TOS was meant to be a commercial network show. In the modern age, almost any work of visual fiction from the past could be considered a maleable technical project. If there is merit in its re-production, and those who work on it are serious and concerned parties, then I feel there is reason enough to produce it. Firmly embedding your thought process in the archaic technical past is something you need to move beyond. This is the 21st century...a lot is going to change in the visual medium.
RAMA
The difference is readily apparent, but it is a difference that distracts more than it improves.
But since we're clearly never going to agree on that part, let me move to your other 'graph, which has the part that really bothers me.

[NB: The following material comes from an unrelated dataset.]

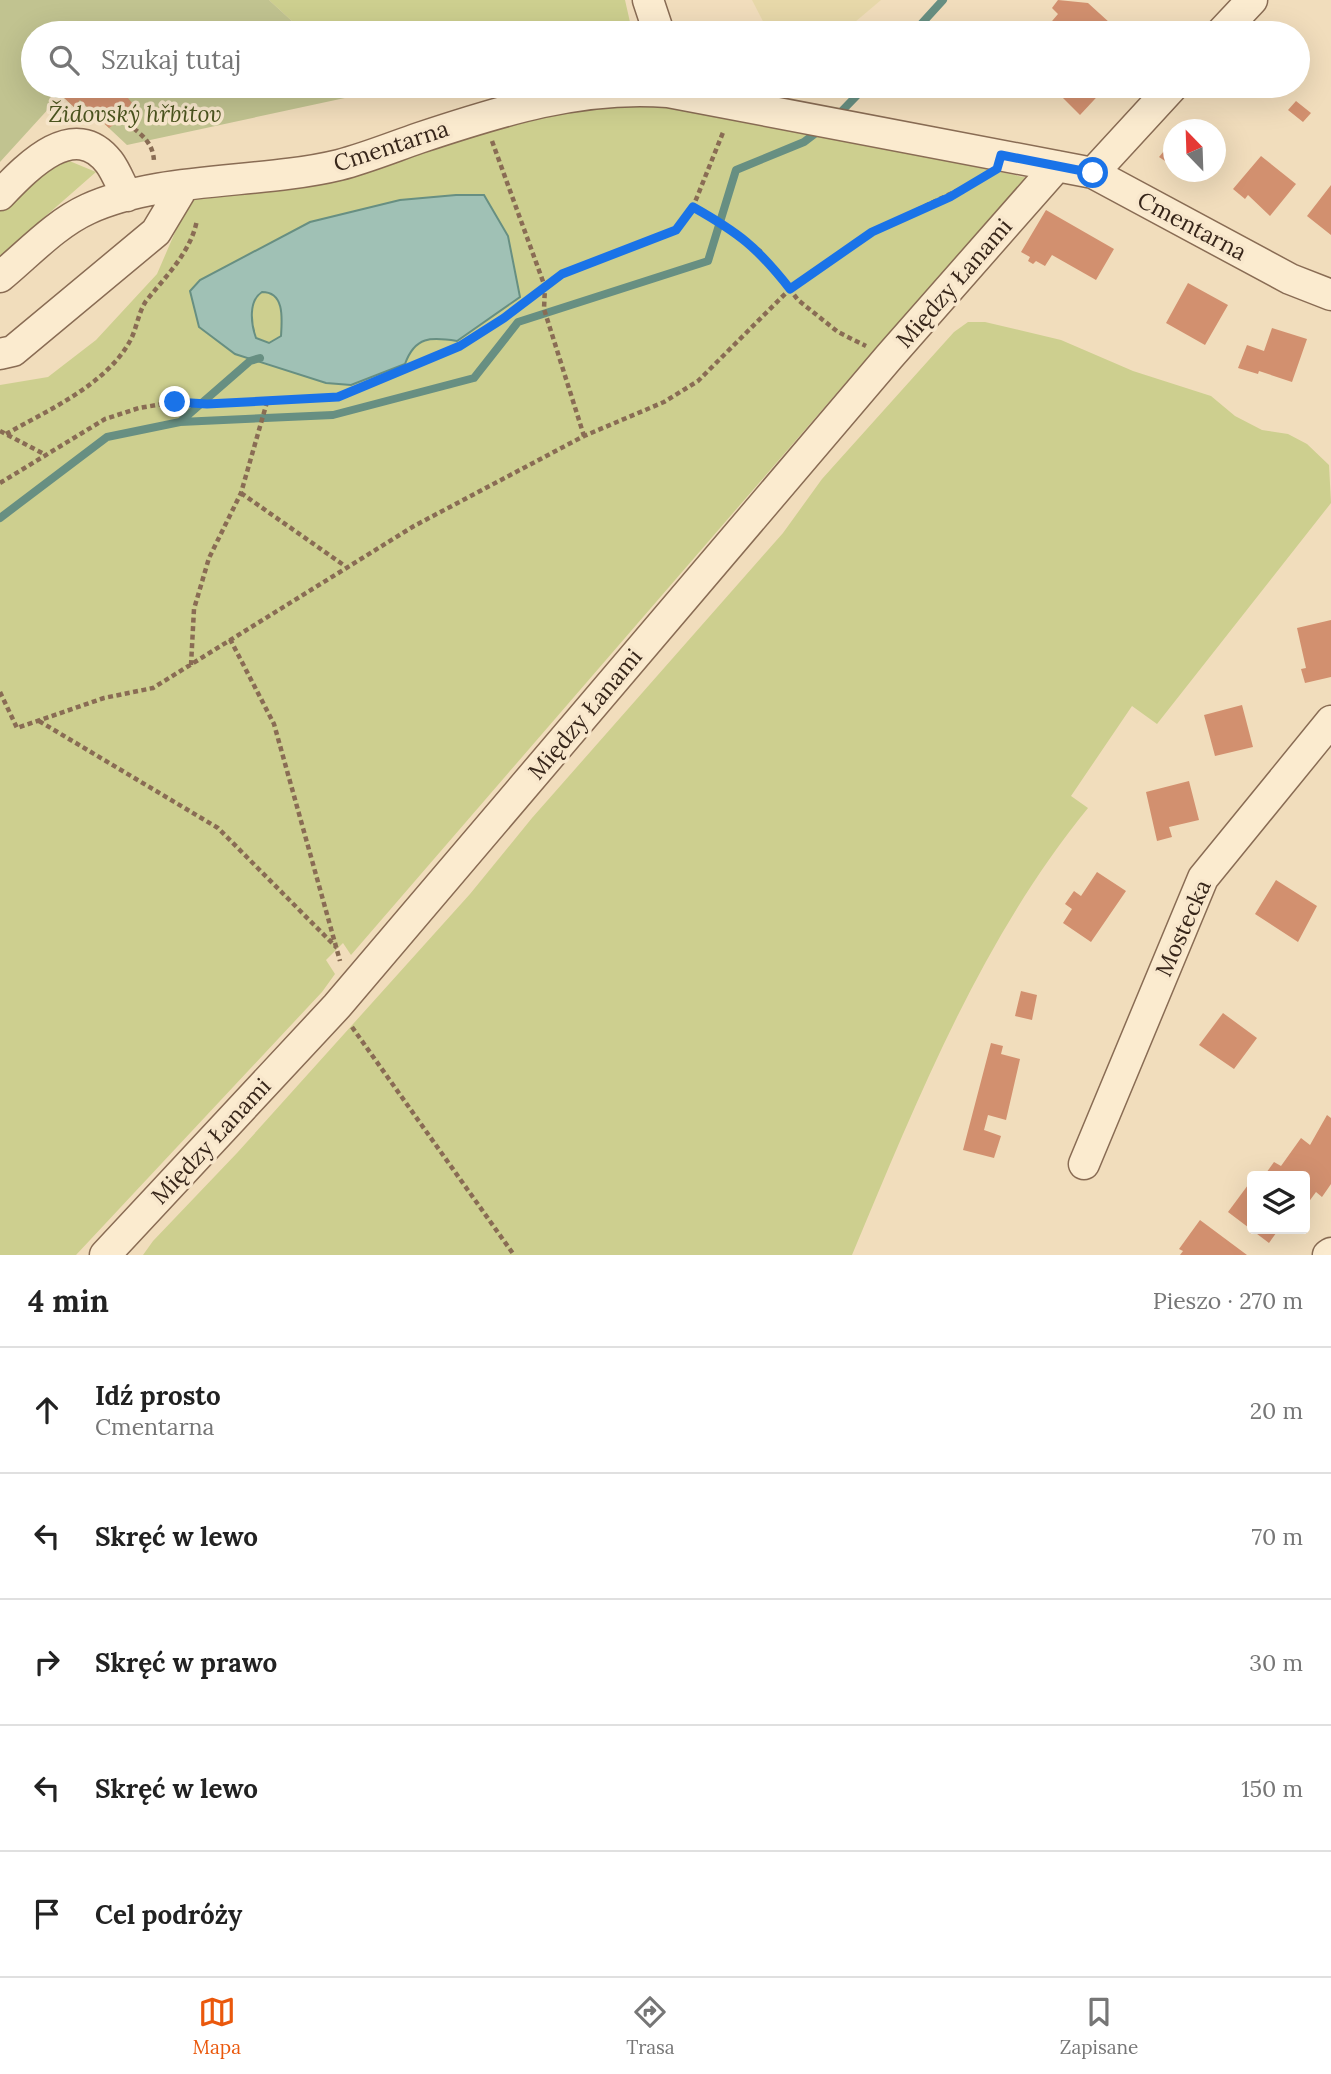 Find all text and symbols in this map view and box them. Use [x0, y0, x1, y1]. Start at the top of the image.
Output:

In the modern age, and work of visual fiction from the past could be considered a malleable technical project?
?!!!!!
From a corporate standpoint maybe. From a hobbyist's viewpoint, perhaps. From any other POV, that's about as scary as anything anybody has said in this thread. With that perspective tied to, say, a politically correct perspective, can BIRTH OF A NATION altered so the KKK are the bad guys be far off?
Even considering it is frightening. But if that is your idea of living in the now (rewriting the past with tech), you are welcome to it. Once you've rewritten it enough or altered enough of the visual content, you won't be able to learn enough from it to make it valid to re-view anyway.
Face it, the new FX--even without being Enterprise quality--will always be better. Showing the comparison to the uninitiated (and I have) the difference is readily apparent.
TOS was meant to be a commercial network show. In the modern age, almost any work of visual fiction from the past could be considered a maleable technical project. If there is merit in its re-production, and those who work on it are serious and concerned parties, then I feel there is reason enough to produce it. Firmly embedding your thought process in the archaic technical past is something you need to move beyond. This is the 21st century...a lot is going to change in the visual medium.
RAMA
The difference is readily apparent, but it is a difference that distracts more than it improves.
But since we're clearly never going to agree on that part, let me move to your other 'graph, which has the part that really bothers me. In the modern age, and work of visual fiction from the past could be considered a malleable technical project?
?!!!!!
From a corporate standpoint maybe. From a hobbyist's viewpoint, perhaps. From any other POV, that's about as scary as anything anybody has said in this thread. With that perspective tied to, say, a politically correct perspective, can BIRTH OF A NATION altered so the KKK are the bad guys be far off?
Even considering it is frightening. But if that is your idea of living in the now (rewriting the past with tech), you are welcome to it. Once you've rewritten it enough or altered enough of the visual content, you won't be able to learn enough from it to make it valid to re-view anyway.
I prefer technical elements to be changed rather than creative ones, such as: story, content, etc...this is exactly the argument George Lucas was trying to make, once he finished a film he felt he had the right to edit it his way, even years later. You could apply this reasoning to the studio or whoever owned the rights and feel they can change it for whatever purposes they wished.